"""

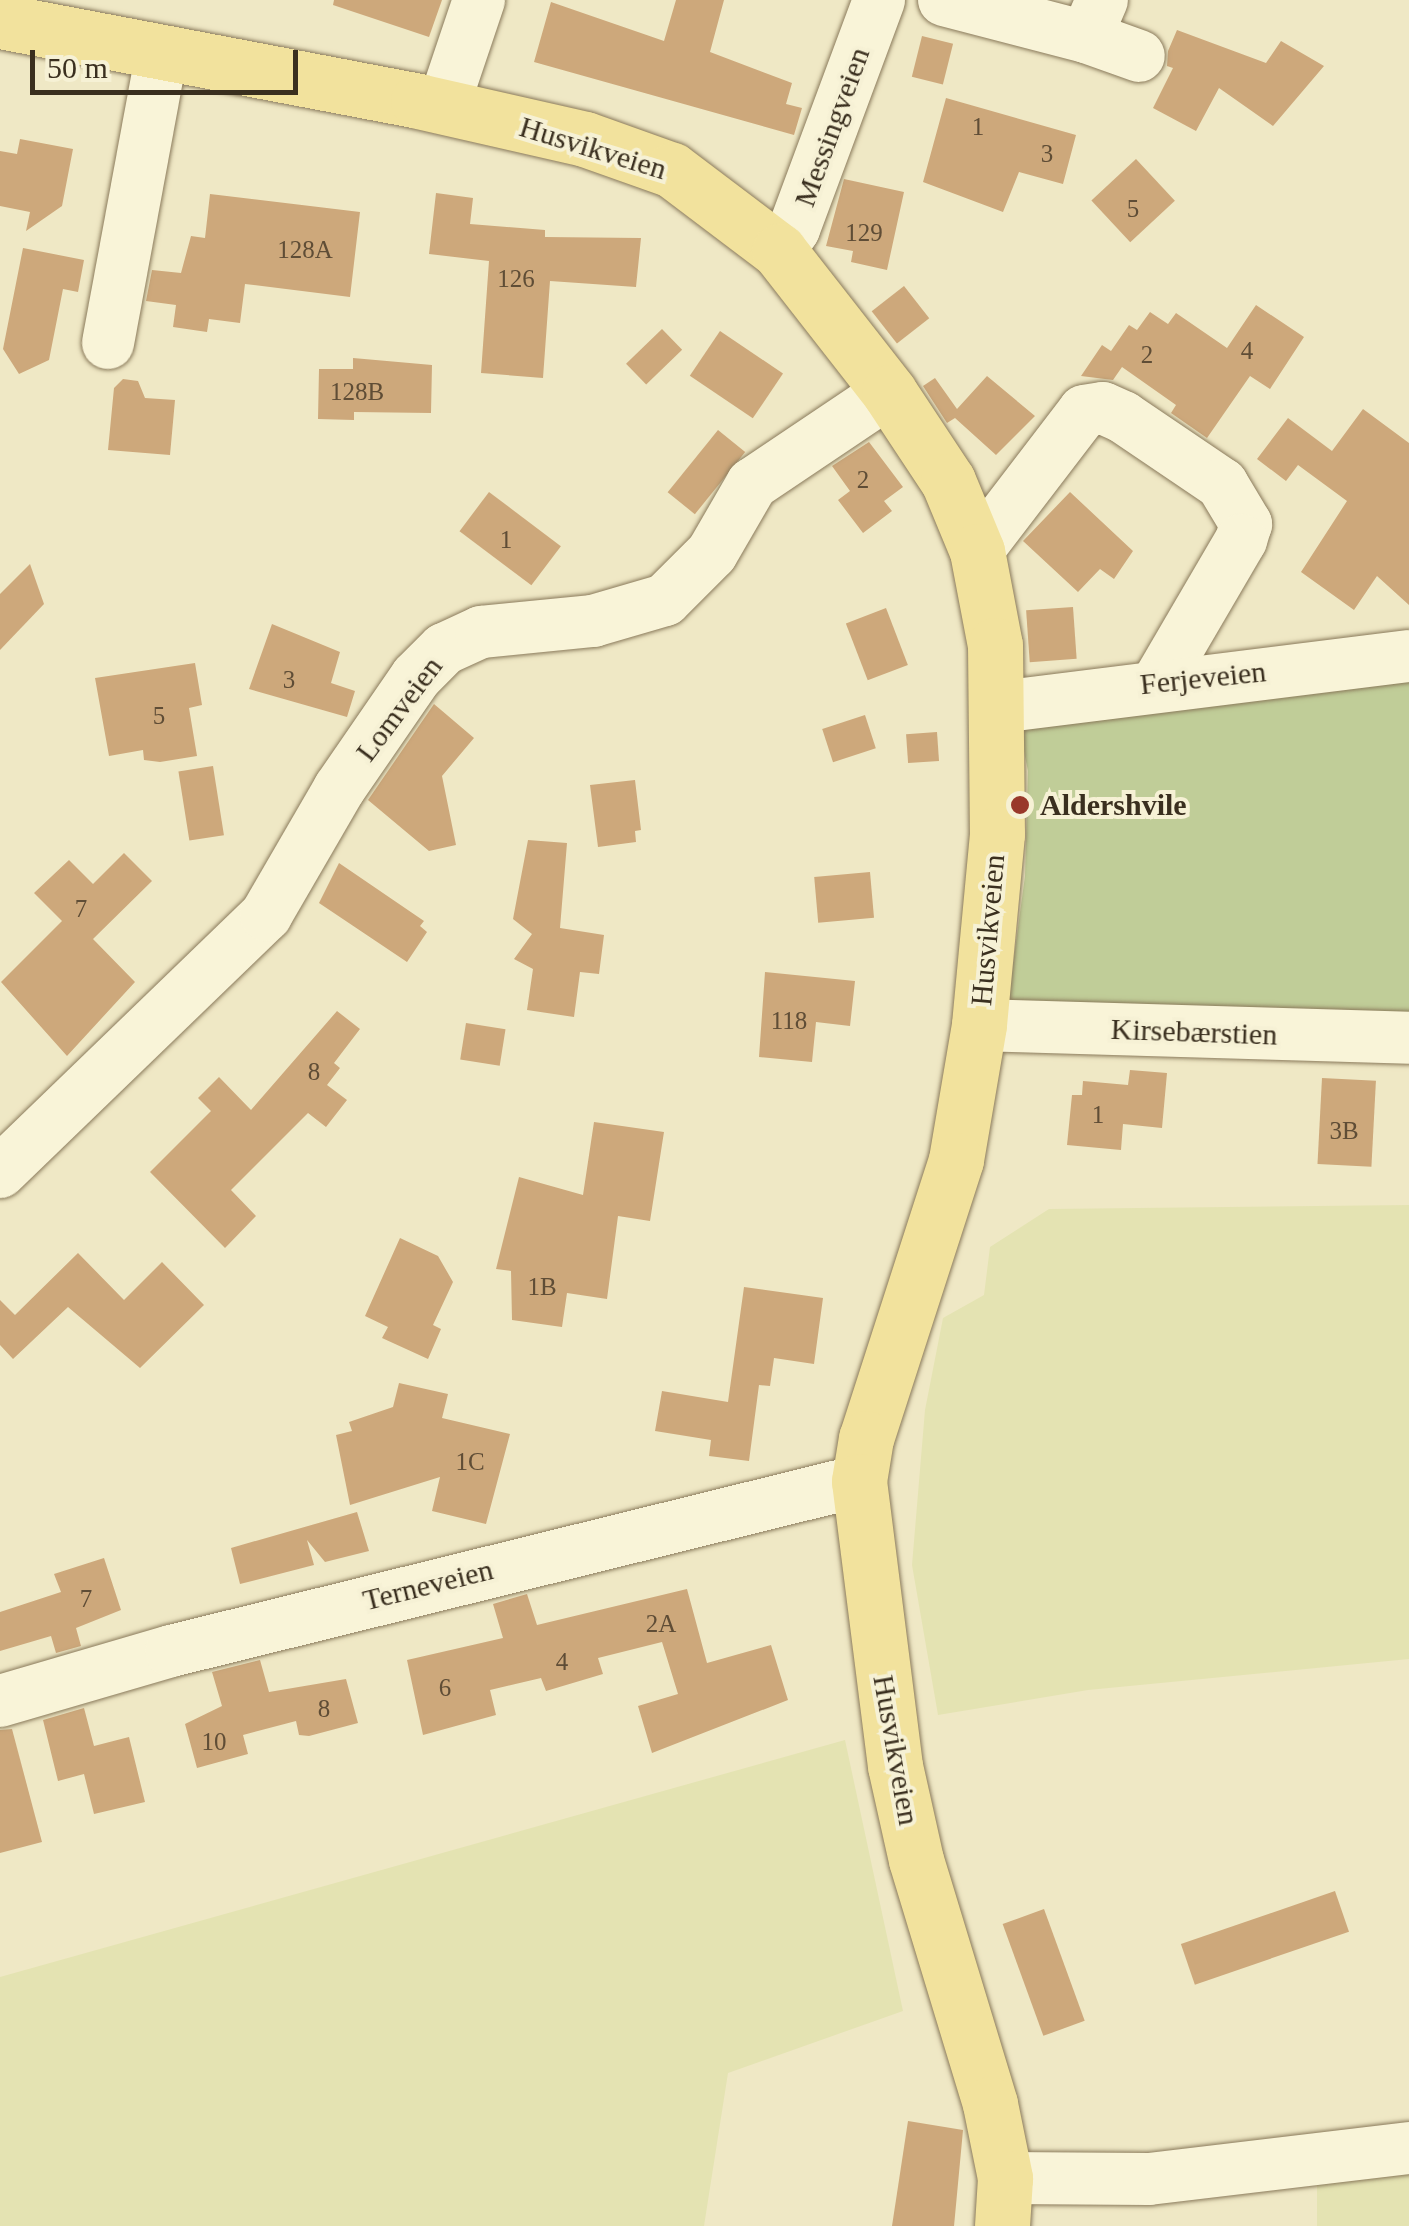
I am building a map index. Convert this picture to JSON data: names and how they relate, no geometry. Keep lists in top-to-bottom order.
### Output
{
  "streets": {
    "main road": ["Husvikveien"],
    "street": [
      "Messingveien",
      "Ferjeveien",
      "Lomveien",
      "Kirsebærstien",
      "Terneveien"
    ]
  },
  "crossings": [
    ["Messingveien", "Husvikveien"],
    ["Husvikveien", "Ferjeveien"],
    ["Husvikveien", "Lomveien"],
    ["Husvikveien", "Kirsebærstien"],
    ["Husvikveien", "Terneveien"]
  ],
  "places": ["Aldershvile"],
  "house_numbers": [
    "1",
    "3",
    "5",
    "129",
    "128A",
    "126",
    "4",
    "2",
    "128B",
    "2",
    "1",
    "3",
    "5",
    "7",
    "118",
    "8",
    "1",
    "3B",
    "1B",
    "1C",
    "7",
    "2A",
    "4",
    "6",
    "8",
    "10"
  ],
  "scale_bar": "50 m"
}
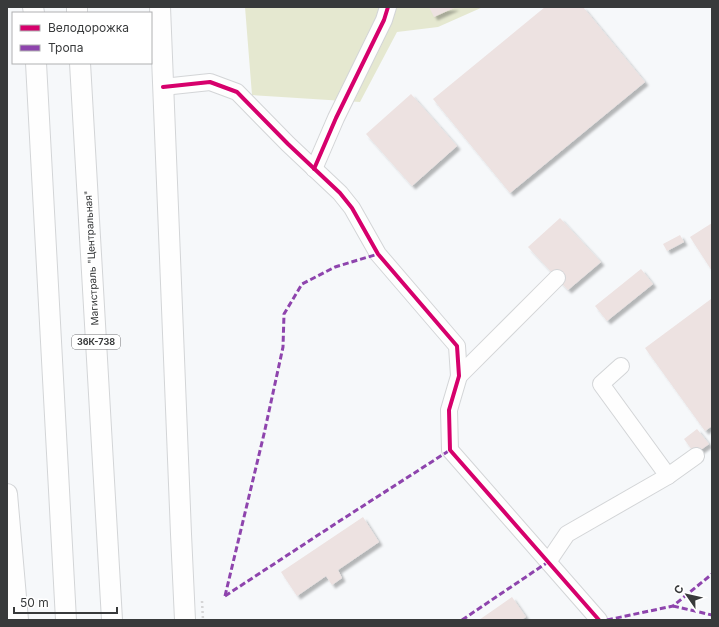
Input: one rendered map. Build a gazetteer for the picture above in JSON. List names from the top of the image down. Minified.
{"streets":{"main road":["Магистраль \"Центральная\"","36К-738"]},"legend":["Велодорожка","Тропа"],"scale_bar":"50 m","north":"top left"}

"""

Copy out, exactly as given, the line containing "Input: one rendered" together with every line after it in the material.

Input: one rendered map. Build a gazetteer for the picture above in JSON. List names from the top of the image down. Minified.
{"streets":{"main road":["Магистраль \"Центральная\"","36К-738"]},"legend":["Велодорожка","Тропа"],"scale_bar":"50 m","north":"top left"}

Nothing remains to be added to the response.